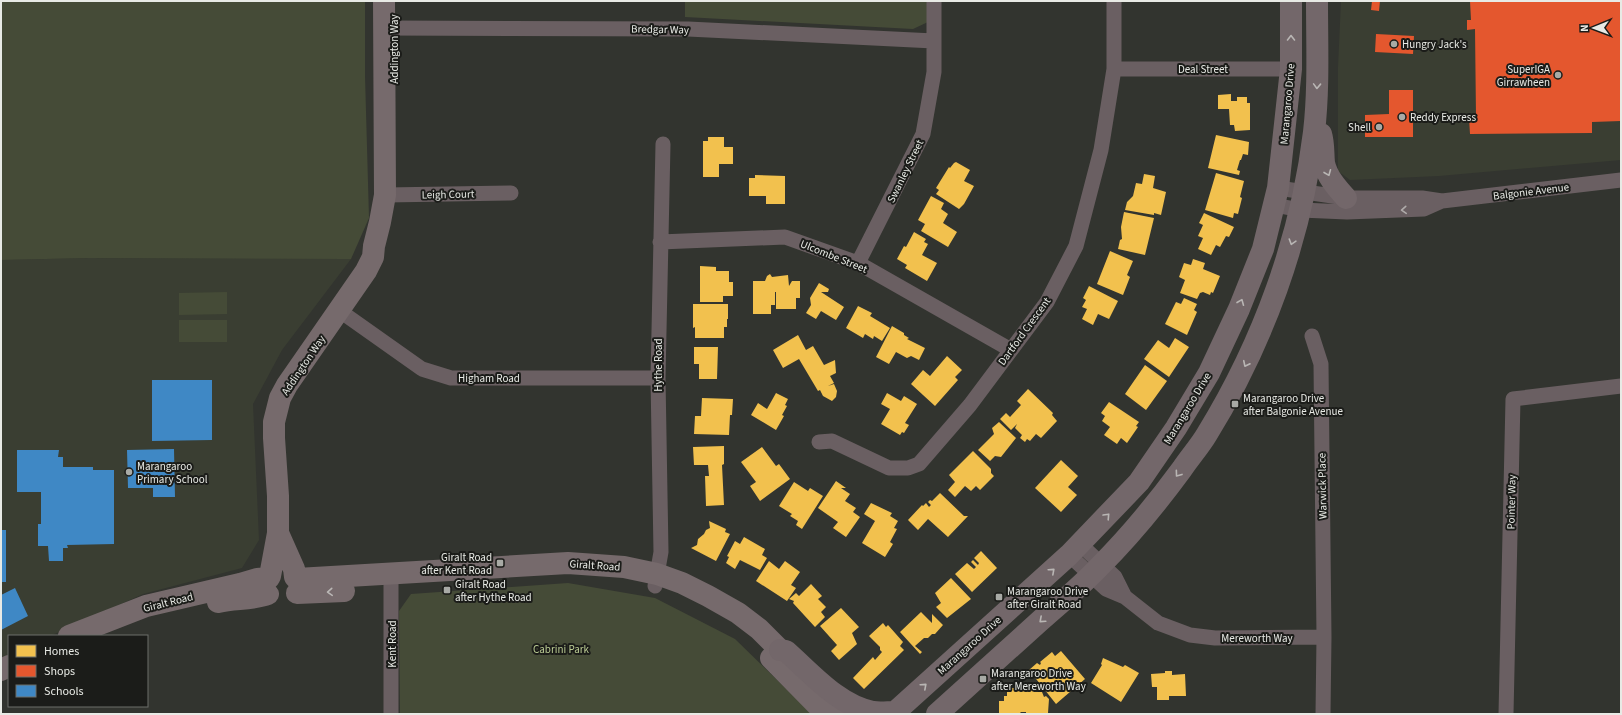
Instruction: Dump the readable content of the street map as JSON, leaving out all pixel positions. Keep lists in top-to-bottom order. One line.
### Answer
{"streets":{"main road":["Marangaroo Drive"],"street":["Bredgar Way","Addington Way","Deal Street","Swanley Street","Balgonie Avenue","Leigh Court","Ulcombe Street","Dartford Crescent","Hythe Road","Higham Road","Warwick Place","Pointer Way","Giralt Road","Mereworth Way","Kent Road"]},"crossings":[["Bredgar Way","Addington Way"],["Bredgar Way","Swanley Street"],["Addington Way","Leigh Court"],["Addington Way","Higham Road"],["Addington Way","Giralt Road"],["Deal Street","Marangaroo Drive"],["Deal Street","Dartford Crescent"],["Marangaroo Drive","Balgonie Avenue"],["Marangaroo Drive","Mereworth Way"],["Swanley Street","Ulcombe Street"],["Ulcombe Street","Dartford Crescent"],["Ulcombe Street","Hythe Road"],["Hythe Road","Higham Road"],["Hythe Road","Giralt Road"],["Warwick Place","Mereworth Way"],["Giralt Road","Kent Road"]],"parks":["Cabrini Park"],"places":{"other":["Hungry Jack's","SuperIGA Girrawheen","Reddy Express","Shell","Marangaroo Primary School"],"transit":["Marangaroo Drive after Balgonie Avenue","Giralt Road after Kent Road","Giralt Road after Hythe Road","Marangaroo Drive after Giralt Road","Marangaroo Drive after Mereworth Way"]},"legend":["Homes","Shops","Schools"],"north":"left"}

——

Exactly as they appear above, print all the lines, but not the pictures.

• Written solution:
Instruction: Dump the readable content of the street map as JSON, leaving out all pixel positions. Keep lists in top-to-bottom order. One line.
### Answer
{"streets":{"main road":["Marangaroo Drive"],"street":["Bredgar Way","Addington Way","Deal Street","Swanley Street","Balgonie Avenue","Leigh Court","Ulcombe Street","Dartford Crescent","Hythe Road","Higham Road","Warwick Place","Pointer Way","Giralt Road","Mereworth Way","Kent Road"]},"crossings":[["Bredgar Way","Addington Way"],["Bredgar Way","Swanley Street"],["Addington Way","Leigh Court"],["Addington Way","Higham Road"],["Addington Way","Giralt Road"],["Deal Street","Marangaroo Drive"],["Deal Street","Dartford Crescent"],["Marangaroo Drive","Balgonie Avenue"],["Marangaroo Drive","Mereworth Way"],["Swanley Street","Ulcombe Street"],["Ulcombe Street","Dartford Crescent"],["Ulcombe Street","Hythe Road"],["Hythe Road","Higham Road"],["Hythe Road","Giralt Road"],["Warwick Place","Mereworth Way"],["Giralt Road","Kent Road"]],"parks":["Cabrini Park"],"places":{"other":["Hungry Jack's","SuperIGA Girrawheen","Reddy Express","Shell","Marangaroo Primary School"],"transit":["Marangaroo Drive after Balgonie Avenue","Giralt Road after Kent Road","Giralt Road after Hythe Road","Marangaroo Drive after Giralt Road","Marangaroo Drive after Mereworth Way"]},"legend":["Homes","Shops","Schools"],"north":"left"}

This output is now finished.